**TASK INPUTS:**
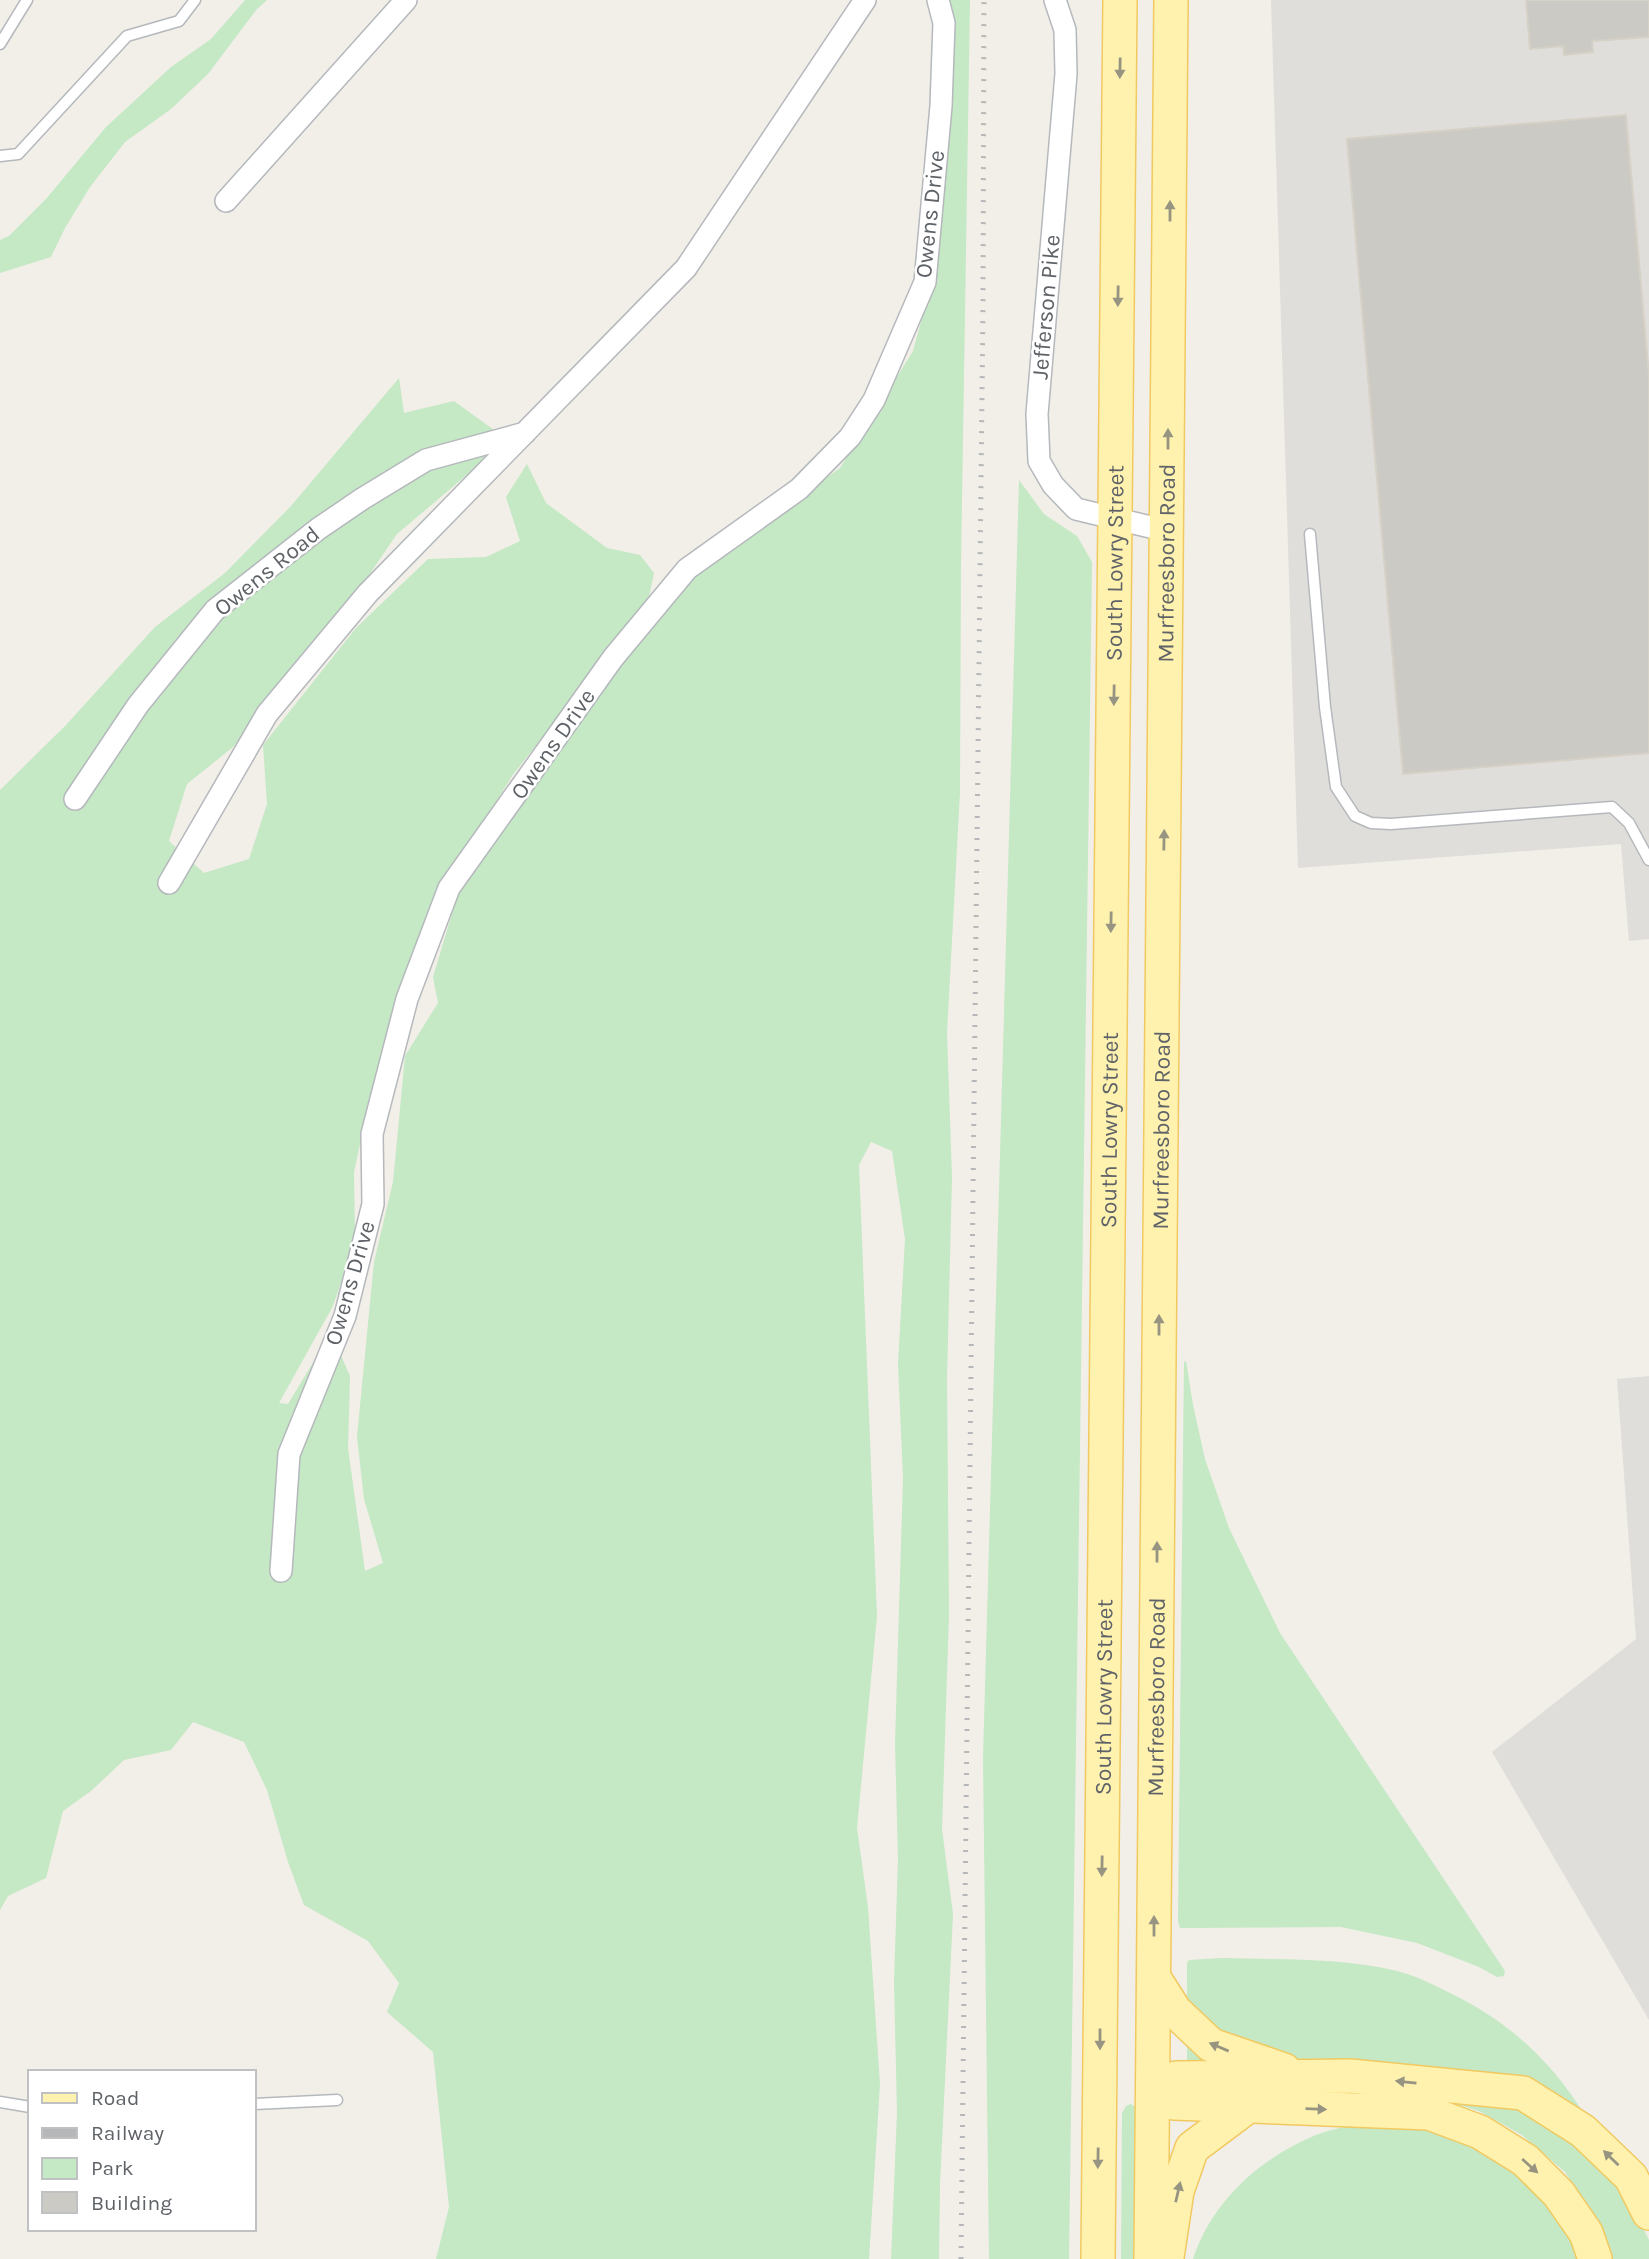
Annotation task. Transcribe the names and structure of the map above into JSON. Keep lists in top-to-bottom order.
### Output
{
  "streets": {
    "main road": ["South Lowry Street", "Murfreesboro Road"],
    "street": ["Owens Drive", "Jefferson Pike", "Owens Road"]
  },
  "crossings": [
    ["Jefferson Pike", "South Lowry Street"],
    ["Jefferson Pike", "Murfreesboro Road"]
  ],
  "one_way": ["South Lowry Street", "Murfreesboro Road"],
  "legend": [
    "Road",
    "Railway",
    "Park",
    "Building"
  ]
}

**YOUR GOAL:** Restate the material word for word; no picture should appear in the copy.

**REPLY TO THE TASK:**
Annotation task. Transcribe the names and structure of the map above into JSON. Keep lists in top-to-bottom order.
### Output
{
  "streets": {
    "main road": ["South Lowry Street", "Murfreesboro Road"],
    "street": ["Owens Drive", "Jefferson Pike", "Owens Road"]
  },
  "crossings": [
    ["Jefferson Pike", "South Lowry Street"],
    ["Jefferson Pike", "Murfreesboro Road"]
  ],
  "one_way": ["South Lowry Street", "Murfreesboro Road"],
  "legend": [
    "Road",
    "Railway",
    "Park",
    "Building"
  ]
}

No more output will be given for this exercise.